Sobald Ben seine Armbrust auspackt, wird dann aber aufs Gaspedal gedrückt und einem dank Theron und der guten Inszenierung bis zum Schluss auch nie langweilig. So richtig emotional mitreißen kann einen "Apex" dabei aber nur bedingt, da sich das Duell zwischen den beiden auf der psychologischen Ebene doch nur mäßig interessant anfühlt. Sashas großes Trauma spielt im weiteren Verlauf lange so gut wie keine Rolle und gerade für Ben hat man sich ein Motiv ausgesucht, das man nun wirklich schon viel zu oft gesehen hat. Egerton beschränkt sich in seinem Porträt der Figur dann auch eher auf dessen irren Blick und versucht erst gar nicht, Komplexität vorzutäuschen, was zwar konsequent ist, aber irgendwie halt auch langweilig.
Das könnte man nun natürlich durch einen intensiven und mit Überraschungen gespickten Spannungsbogen ausgleichen, doch richtig viel Mühe gibt man sich dafür nicht. Einige wenige Male versuchen sich die Figuren hier zwar gegenseitig aufs Kreuz zu legen, doch das kommt meist wenig überraschend daher. Gefühlt fehlt dem Film, was angesichts unserer Startaussage ja schon fast Ironie des Schicksals ist, auch einfach die Zeit, um ein wirklich packendes Hin- und Her zu etablieren. Da man sich mit der Einführung viel Zeit gelassen hat, gibt es hier eigentlich nur wenige Setpieces, bis das Katz-und-Maus-Spiel schon wieder vorbei ist. Zwar versucht man gegen Ende noch einen cleveren kleinen Twist reinzubringen, der sowohl Sashas Trauma bedienen als auch das Psychoduell auf die Spitze treiben soll.
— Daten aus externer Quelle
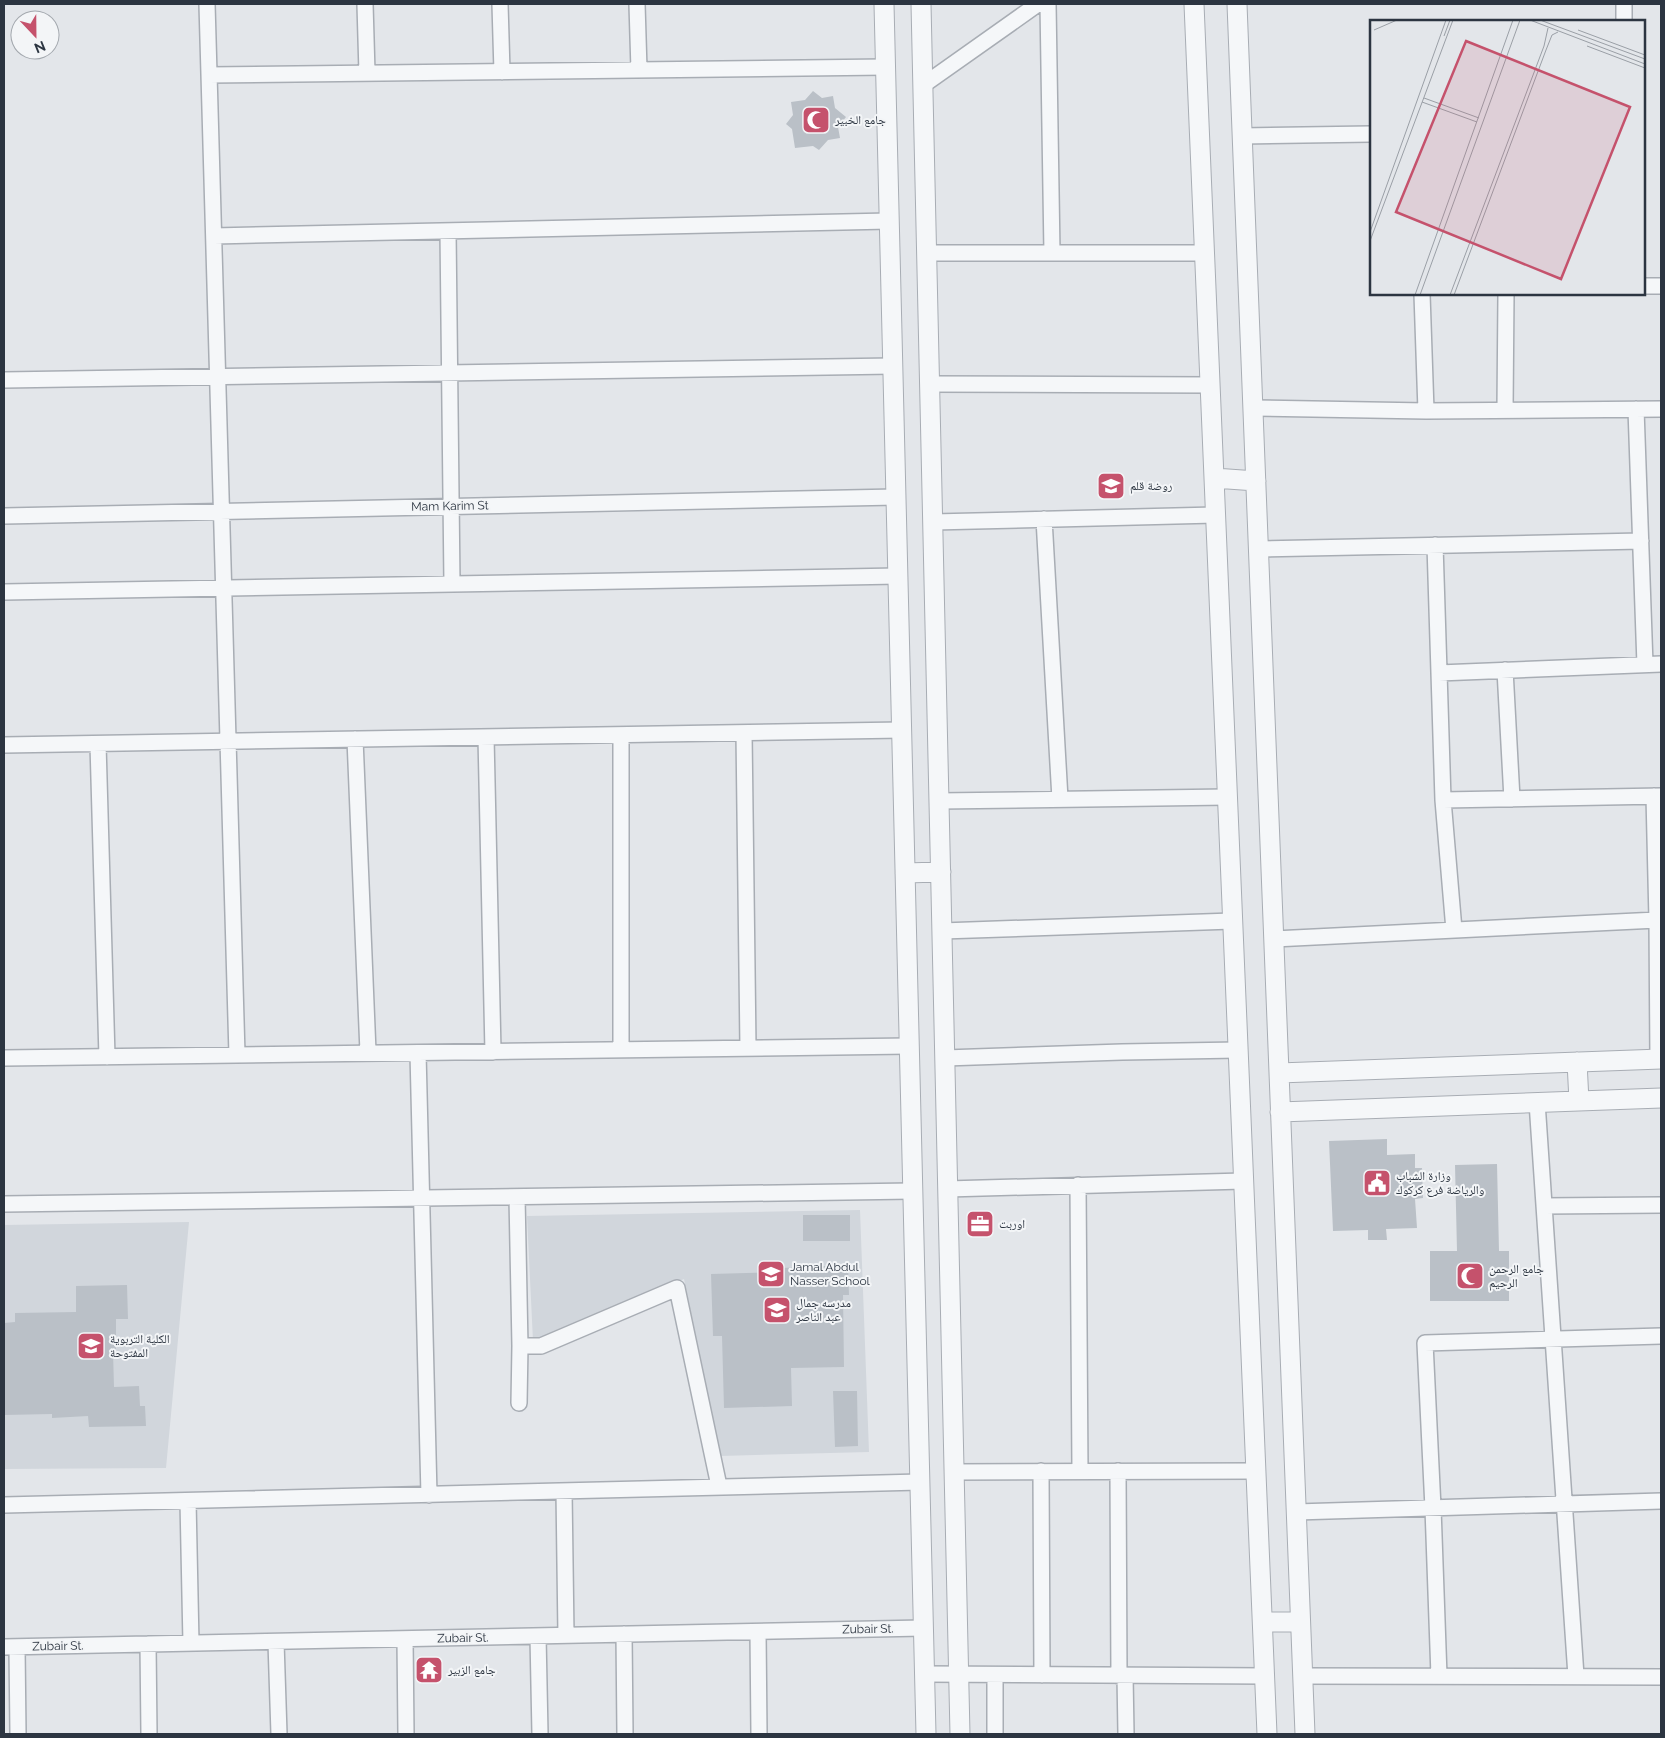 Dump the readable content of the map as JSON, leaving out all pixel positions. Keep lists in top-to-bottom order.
{
  "streets": {
    "street": ["Mam Karim St", "Zubair St."]
  },
  "places": {
    "mosque": ["جامع الخبير", "جامع الرحمن الرحيم"],
    "school or university": [
      "روضة قلم",
      "Jamal Abdul Nasser School",
      "مدرسه جمال عبد الناصر",
      "الكلية التربوية المفتوحة"
    ],
    "public building": ["وزارة الشباب والرياضة فرع كركوك"],
    "office": ["اوربت"],
    "temple": ["جامع الزبير"]
  },
  "north": "bottom"
}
Doch diese Wendung wirkt sehr konstruiert, so dass der angedachte Effekt der psychologischen Komponente dahinter eher verpufft.
Fairerweise muss man aber sagen, dass das hohe Tempo des Films einem nicht viel Zeit gibt, sich darüber aufzuregen. Ordentliche Action, eine schöne Landschaft und eine top motivierte Hauptdarstellerin reichen halt einfach schon für einen wirklich kurzweiligen Filmabend. Mit einem etwas kreativeren Drehbuch und besser ausgearbeiteten Figuren hätte "Apex" aber mehr als einfach nur nette Unterhaltung werden können. Aber auch wenn wir hier weit von Klassikern des Genres wie "Beim Sterben ist jeder der Erste" entfernt sind, ist "Apex" am Ende für eine Netflix-Eigenproduktion doch ziemlich ordentlich – und viel Zeit zum Anschauen muss man ja auch nicht opfern.